## Records provided

--------------------------------------------------

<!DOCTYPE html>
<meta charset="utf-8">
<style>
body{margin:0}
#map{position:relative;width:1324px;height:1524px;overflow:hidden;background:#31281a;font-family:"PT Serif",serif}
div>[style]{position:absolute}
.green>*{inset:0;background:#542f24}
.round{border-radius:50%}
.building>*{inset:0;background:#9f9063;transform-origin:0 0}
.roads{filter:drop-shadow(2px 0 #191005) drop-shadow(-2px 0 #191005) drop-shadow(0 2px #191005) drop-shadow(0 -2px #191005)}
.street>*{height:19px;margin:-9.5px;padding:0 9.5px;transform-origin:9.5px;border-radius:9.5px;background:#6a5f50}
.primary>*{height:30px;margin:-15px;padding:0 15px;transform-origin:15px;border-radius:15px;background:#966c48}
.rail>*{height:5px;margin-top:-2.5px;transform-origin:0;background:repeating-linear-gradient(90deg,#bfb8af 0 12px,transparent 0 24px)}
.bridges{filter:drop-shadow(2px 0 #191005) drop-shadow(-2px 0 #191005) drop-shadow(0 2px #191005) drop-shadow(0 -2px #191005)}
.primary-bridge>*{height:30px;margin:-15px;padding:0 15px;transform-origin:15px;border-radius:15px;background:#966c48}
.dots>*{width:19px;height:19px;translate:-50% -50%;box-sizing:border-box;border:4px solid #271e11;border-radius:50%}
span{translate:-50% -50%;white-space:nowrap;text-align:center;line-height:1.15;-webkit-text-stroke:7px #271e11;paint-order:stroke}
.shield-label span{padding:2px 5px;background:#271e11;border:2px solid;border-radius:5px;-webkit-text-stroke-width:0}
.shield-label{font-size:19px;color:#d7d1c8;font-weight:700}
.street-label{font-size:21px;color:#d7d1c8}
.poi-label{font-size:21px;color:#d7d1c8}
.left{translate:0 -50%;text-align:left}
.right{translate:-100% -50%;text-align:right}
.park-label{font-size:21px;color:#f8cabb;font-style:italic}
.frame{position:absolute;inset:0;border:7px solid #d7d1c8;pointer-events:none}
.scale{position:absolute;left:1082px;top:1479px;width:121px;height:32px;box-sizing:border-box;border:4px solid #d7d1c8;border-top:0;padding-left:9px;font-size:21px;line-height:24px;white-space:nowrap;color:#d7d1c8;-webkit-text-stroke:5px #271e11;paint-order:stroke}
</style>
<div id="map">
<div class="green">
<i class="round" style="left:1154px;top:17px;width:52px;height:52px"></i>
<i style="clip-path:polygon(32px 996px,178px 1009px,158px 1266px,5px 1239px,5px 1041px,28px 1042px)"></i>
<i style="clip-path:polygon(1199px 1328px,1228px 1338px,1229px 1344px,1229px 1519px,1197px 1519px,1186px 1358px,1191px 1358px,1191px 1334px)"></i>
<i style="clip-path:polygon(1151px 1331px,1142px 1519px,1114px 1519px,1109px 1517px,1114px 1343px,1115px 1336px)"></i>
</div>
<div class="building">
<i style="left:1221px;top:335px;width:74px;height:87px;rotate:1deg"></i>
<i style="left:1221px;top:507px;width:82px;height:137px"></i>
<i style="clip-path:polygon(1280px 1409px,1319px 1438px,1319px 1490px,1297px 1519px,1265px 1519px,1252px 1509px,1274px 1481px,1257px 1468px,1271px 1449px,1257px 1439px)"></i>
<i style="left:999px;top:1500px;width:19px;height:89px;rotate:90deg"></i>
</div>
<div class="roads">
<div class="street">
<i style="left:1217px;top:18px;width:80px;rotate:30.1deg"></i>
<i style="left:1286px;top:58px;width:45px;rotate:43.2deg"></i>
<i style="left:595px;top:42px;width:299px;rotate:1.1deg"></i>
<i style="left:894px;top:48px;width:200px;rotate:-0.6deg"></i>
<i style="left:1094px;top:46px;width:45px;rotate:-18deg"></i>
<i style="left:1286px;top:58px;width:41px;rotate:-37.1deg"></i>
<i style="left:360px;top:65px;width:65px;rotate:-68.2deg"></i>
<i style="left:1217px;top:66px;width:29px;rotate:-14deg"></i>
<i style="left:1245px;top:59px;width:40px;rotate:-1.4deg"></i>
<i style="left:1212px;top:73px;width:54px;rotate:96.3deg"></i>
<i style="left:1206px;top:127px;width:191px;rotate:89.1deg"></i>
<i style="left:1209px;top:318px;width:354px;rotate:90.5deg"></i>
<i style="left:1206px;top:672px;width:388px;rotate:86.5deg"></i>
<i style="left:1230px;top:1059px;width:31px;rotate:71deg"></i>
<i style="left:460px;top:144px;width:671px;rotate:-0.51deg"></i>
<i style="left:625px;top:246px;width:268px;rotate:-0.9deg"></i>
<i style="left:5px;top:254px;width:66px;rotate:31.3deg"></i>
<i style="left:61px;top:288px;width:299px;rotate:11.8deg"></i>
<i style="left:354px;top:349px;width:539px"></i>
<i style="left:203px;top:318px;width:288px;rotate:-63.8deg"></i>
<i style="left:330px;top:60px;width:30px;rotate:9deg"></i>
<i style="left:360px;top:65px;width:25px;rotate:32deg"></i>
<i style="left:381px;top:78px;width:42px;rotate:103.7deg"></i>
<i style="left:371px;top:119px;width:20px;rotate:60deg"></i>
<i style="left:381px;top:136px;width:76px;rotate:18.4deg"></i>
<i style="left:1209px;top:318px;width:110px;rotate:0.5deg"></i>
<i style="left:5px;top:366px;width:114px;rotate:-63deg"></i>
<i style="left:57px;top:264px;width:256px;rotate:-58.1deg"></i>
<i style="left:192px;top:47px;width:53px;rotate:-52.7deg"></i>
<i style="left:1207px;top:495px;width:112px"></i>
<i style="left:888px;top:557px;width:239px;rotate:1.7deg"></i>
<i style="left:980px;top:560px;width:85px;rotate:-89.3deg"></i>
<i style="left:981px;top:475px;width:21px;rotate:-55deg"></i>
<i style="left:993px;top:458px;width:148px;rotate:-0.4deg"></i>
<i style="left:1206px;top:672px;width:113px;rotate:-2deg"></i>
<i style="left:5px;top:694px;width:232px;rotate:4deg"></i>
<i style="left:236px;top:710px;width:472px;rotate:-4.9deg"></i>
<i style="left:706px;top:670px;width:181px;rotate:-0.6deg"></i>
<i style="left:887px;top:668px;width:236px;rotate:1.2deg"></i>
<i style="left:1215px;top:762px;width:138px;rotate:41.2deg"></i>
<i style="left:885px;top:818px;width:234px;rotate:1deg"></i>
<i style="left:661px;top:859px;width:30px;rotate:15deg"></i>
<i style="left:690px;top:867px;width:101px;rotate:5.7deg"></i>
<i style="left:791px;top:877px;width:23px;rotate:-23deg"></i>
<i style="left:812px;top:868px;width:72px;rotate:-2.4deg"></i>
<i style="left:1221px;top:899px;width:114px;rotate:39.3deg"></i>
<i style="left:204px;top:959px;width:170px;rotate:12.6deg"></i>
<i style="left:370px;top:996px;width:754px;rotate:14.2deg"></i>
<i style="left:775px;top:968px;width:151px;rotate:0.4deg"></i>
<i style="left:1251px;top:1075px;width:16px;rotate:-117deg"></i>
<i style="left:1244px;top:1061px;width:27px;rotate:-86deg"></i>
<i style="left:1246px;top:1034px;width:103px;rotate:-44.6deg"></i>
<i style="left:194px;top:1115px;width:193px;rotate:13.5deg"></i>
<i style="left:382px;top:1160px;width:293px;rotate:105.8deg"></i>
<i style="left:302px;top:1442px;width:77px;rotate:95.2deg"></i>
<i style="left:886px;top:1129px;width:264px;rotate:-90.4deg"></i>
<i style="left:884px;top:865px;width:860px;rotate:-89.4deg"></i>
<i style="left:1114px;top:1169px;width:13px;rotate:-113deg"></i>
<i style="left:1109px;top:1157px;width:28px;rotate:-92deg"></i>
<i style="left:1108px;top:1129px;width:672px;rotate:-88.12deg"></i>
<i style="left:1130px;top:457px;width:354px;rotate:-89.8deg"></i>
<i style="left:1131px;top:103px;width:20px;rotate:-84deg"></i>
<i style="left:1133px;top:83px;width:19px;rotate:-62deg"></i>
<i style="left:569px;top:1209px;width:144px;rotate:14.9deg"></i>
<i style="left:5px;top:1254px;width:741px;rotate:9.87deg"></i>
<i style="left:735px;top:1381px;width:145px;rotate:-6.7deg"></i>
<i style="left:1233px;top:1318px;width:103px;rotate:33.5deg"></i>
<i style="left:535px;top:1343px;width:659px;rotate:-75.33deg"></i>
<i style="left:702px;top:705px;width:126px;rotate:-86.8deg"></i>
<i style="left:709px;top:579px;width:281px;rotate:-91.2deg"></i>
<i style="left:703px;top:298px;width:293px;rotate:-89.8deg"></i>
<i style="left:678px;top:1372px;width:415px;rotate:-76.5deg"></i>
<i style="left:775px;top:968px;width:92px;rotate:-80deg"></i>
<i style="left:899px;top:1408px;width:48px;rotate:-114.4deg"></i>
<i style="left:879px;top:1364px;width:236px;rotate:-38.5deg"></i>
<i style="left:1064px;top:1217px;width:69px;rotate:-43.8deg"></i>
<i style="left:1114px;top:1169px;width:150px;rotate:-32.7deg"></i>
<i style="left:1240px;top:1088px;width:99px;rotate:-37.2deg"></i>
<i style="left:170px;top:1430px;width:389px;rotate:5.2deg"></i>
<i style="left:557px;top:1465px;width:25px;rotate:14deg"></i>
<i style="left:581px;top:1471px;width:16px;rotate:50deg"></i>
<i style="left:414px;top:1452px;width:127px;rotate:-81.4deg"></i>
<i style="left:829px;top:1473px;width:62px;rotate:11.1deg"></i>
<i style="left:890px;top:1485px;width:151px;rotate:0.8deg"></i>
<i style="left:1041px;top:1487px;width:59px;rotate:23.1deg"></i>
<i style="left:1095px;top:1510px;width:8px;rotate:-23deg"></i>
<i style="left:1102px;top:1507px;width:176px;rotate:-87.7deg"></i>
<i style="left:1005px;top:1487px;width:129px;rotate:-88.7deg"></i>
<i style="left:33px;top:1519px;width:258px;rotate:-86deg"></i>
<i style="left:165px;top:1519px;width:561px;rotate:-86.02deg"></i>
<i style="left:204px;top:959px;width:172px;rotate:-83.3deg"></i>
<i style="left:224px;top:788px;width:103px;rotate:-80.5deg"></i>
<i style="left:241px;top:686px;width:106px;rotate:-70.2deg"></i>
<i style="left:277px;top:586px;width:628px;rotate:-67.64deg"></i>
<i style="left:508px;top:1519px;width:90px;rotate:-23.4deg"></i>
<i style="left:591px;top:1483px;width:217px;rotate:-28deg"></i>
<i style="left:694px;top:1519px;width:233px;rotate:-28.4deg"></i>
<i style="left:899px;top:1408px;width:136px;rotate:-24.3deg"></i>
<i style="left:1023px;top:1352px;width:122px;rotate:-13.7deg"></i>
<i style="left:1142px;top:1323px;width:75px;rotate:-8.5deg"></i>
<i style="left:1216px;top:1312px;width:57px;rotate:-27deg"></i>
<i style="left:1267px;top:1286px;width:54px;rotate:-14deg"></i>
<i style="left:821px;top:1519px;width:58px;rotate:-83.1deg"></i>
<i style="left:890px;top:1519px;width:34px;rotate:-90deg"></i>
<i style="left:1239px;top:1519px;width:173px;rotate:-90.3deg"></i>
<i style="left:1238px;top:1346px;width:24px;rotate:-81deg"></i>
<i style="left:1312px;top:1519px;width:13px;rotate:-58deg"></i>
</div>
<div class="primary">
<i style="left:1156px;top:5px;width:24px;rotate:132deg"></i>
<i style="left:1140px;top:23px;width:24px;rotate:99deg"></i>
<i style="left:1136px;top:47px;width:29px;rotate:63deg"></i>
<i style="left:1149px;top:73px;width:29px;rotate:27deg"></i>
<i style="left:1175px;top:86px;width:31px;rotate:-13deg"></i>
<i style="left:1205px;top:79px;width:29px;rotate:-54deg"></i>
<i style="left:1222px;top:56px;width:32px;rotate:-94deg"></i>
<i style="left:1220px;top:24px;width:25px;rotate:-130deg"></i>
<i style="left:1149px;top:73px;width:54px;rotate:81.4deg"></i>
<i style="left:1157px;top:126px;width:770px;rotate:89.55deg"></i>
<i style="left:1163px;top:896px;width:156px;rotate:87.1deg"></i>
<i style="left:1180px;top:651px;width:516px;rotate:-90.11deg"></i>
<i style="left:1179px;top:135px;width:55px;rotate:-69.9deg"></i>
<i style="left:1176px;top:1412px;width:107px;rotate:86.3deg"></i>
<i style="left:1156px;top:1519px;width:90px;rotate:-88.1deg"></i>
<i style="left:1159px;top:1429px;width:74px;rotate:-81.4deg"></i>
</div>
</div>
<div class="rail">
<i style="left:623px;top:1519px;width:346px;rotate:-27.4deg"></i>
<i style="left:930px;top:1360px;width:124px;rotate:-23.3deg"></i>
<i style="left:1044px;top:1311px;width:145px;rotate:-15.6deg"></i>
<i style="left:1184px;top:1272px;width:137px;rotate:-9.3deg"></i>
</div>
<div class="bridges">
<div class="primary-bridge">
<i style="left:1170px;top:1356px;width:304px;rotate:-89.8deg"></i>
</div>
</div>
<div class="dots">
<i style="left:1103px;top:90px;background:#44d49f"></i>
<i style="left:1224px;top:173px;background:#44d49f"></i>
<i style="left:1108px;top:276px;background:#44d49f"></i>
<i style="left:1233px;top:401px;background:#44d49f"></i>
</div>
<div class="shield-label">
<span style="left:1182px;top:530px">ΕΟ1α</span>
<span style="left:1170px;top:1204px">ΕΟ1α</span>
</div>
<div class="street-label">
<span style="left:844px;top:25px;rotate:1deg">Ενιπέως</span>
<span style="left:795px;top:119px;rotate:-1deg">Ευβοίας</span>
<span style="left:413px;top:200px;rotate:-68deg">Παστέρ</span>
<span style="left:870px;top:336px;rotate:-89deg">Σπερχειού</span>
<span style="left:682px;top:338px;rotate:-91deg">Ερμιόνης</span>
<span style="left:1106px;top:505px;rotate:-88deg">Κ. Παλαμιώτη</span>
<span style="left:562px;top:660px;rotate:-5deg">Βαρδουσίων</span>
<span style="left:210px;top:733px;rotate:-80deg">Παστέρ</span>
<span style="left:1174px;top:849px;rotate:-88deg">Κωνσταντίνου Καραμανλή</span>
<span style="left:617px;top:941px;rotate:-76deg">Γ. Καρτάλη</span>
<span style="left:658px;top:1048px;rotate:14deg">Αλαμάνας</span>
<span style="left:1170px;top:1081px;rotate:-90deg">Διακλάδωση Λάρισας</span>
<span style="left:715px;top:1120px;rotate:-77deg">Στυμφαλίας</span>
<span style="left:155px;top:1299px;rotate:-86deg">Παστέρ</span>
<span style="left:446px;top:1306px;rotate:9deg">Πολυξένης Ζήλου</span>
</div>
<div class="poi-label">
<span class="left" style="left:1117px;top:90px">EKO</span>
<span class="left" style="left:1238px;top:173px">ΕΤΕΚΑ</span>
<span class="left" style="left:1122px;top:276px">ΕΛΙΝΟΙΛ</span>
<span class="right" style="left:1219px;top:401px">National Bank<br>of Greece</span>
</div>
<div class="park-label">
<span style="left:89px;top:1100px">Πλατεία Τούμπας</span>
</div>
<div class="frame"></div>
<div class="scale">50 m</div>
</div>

--------------------------------------------------

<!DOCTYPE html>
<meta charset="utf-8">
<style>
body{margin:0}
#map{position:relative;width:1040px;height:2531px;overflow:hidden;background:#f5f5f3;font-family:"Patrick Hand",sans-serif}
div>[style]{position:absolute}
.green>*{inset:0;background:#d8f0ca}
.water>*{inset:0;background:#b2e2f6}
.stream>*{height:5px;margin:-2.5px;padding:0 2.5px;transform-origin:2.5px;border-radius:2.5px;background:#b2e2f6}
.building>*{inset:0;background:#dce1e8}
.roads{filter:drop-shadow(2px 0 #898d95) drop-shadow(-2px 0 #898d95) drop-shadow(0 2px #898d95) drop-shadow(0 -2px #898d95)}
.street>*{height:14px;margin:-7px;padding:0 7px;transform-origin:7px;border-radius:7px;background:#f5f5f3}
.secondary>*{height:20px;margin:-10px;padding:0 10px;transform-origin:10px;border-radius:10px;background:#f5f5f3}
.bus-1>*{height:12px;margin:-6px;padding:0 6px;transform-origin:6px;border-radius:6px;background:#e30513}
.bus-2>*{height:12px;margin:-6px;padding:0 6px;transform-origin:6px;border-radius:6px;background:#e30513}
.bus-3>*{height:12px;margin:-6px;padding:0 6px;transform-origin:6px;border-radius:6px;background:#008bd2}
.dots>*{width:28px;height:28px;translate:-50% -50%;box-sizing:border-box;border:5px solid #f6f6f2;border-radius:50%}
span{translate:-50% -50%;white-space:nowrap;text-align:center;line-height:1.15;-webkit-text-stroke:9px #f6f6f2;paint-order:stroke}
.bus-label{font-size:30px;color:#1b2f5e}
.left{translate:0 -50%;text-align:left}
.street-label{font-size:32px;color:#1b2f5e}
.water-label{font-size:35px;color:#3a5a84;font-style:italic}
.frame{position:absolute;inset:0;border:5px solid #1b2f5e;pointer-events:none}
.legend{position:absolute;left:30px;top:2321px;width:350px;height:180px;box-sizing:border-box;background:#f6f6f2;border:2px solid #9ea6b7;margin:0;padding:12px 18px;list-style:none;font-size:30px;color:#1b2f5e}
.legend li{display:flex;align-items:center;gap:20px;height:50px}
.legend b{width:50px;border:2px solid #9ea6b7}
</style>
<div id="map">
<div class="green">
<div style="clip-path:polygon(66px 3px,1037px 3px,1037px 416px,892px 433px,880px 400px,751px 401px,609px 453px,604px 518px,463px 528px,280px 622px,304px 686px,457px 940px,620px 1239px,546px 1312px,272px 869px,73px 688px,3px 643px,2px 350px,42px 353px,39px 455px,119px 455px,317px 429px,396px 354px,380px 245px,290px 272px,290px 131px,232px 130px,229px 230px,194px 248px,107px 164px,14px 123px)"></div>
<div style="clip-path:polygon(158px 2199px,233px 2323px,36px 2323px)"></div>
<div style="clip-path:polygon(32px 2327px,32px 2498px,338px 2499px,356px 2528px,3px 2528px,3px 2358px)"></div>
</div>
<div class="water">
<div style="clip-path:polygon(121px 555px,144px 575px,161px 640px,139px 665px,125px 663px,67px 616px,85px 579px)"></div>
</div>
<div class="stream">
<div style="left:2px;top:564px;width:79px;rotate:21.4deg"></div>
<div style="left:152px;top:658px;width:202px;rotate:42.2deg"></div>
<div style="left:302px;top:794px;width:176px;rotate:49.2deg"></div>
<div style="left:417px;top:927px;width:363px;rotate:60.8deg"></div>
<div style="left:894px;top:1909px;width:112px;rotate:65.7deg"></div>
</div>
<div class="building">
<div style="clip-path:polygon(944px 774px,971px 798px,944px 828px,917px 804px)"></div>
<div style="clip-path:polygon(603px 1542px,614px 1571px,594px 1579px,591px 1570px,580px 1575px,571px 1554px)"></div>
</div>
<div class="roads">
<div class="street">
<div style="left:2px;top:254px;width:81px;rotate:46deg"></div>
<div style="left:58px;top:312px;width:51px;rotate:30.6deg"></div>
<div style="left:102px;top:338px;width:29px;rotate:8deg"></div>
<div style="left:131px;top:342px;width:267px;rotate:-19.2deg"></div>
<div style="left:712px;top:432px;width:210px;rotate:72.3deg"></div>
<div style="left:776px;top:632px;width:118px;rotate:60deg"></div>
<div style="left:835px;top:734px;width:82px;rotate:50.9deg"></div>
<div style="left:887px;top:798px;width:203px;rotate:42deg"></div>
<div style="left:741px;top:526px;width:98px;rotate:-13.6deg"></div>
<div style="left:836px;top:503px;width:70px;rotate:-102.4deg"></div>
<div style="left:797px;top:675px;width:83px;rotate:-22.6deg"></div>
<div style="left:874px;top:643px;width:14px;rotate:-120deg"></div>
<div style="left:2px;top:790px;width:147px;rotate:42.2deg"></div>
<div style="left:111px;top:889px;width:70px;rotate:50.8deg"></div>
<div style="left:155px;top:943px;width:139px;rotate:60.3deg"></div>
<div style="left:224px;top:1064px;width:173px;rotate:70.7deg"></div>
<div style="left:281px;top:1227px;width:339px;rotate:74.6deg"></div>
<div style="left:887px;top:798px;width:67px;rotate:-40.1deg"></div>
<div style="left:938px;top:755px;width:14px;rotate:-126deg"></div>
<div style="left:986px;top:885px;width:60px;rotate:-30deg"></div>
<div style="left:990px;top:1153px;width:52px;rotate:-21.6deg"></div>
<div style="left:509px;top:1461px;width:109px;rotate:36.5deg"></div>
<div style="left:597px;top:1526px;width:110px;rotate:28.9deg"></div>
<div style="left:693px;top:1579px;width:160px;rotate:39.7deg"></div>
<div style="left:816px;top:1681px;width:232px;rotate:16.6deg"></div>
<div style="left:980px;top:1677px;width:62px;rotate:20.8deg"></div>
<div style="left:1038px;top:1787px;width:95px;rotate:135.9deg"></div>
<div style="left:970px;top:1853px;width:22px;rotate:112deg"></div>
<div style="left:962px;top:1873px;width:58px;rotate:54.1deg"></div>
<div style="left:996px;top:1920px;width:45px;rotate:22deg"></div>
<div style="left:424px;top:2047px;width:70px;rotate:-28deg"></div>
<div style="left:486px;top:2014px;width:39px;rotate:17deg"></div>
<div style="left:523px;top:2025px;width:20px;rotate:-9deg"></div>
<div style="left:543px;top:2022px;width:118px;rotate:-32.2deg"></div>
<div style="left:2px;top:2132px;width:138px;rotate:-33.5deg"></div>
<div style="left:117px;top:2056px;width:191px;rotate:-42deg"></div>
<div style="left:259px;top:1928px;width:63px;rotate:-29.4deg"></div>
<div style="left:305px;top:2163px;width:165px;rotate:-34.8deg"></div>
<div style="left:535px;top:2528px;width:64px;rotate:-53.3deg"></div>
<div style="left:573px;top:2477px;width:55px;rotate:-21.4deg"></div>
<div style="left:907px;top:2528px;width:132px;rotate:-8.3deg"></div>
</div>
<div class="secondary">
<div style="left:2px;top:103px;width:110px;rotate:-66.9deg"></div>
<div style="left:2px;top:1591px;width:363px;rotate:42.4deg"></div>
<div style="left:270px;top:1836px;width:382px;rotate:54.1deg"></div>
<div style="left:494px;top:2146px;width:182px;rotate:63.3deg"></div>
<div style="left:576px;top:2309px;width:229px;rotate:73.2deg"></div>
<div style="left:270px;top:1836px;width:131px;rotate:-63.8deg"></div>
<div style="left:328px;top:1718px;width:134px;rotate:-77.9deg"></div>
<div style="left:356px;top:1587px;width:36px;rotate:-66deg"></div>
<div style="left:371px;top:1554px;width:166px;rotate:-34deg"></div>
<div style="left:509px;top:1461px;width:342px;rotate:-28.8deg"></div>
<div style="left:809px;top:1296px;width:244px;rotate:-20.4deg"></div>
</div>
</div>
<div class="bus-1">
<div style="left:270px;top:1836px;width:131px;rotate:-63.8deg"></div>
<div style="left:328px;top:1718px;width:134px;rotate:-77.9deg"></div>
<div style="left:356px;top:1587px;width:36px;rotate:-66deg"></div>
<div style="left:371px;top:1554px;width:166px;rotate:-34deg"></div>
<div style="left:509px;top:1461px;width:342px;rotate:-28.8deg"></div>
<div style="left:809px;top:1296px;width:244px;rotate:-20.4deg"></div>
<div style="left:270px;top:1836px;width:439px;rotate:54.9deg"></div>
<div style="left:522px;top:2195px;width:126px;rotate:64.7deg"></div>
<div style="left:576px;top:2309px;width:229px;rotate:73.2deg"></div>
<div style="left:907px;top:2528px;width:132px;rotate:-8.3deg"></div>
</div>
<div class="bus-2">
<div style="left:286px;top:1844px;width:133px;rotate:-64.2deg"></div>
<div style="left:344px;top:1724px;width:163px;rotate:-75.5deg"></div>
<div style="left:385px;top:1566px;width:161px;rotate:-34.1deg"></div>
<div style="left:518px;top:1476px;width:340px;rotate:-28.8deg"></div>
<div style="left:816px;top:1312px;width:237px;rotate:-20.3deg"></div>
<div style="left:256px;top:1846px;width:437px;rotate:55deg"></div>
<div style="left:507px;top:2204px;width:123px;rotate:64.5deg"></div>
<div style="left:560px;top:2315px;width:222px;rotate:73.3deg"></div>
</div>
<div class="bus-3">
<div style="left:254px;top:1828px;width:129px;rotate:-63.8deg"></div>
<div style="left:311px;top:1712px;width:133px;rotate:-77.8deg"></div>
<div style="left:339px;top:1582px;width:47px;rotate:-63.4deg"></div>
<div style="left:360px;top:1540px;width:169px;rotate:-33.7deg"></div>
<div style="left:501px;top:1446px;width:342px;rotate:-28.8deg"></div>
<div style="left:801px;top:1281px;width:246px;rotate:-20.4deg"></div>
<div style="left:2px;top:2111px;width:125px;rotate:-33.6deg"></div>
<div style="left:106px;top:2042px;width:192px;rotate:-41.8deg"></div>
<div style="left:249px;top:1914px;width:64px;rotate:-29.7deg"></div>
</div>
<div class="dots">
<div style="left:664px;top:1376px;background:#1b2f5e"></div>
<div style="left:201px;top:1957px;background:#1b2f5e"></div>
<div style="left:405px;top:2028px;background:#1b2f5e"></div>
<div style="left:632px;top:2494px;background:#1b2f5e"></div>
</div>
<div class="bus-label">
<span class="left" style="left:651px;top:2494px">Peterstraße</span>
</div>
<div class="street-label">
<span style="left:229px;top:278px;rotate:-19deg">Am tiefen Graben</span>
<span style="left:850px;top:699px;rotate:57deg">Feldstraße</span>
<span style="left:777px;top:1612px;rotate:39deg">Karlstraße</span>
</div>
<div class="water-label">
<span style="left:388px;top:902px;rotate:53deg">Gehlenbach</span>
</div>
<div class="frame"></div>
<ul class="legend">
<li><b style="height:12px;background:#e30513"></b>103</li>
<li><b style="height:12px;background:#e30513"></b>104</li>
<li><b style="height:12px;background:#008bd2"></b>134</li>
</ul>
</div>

--------------------------------------------------

## What is being asked
Find the string "relative" in the data. Report each line it appears in.

## Answer space
#map{position:relative;width:1324px;height:1524px;overflow:hidden;background:#31281a;font-family:"PT Serif",serif}
#map{position:relative;width:1040px;height:2531px;overflow:hidden;background:#f5f5f3;font-family:"Patrick Hand",sans-serif}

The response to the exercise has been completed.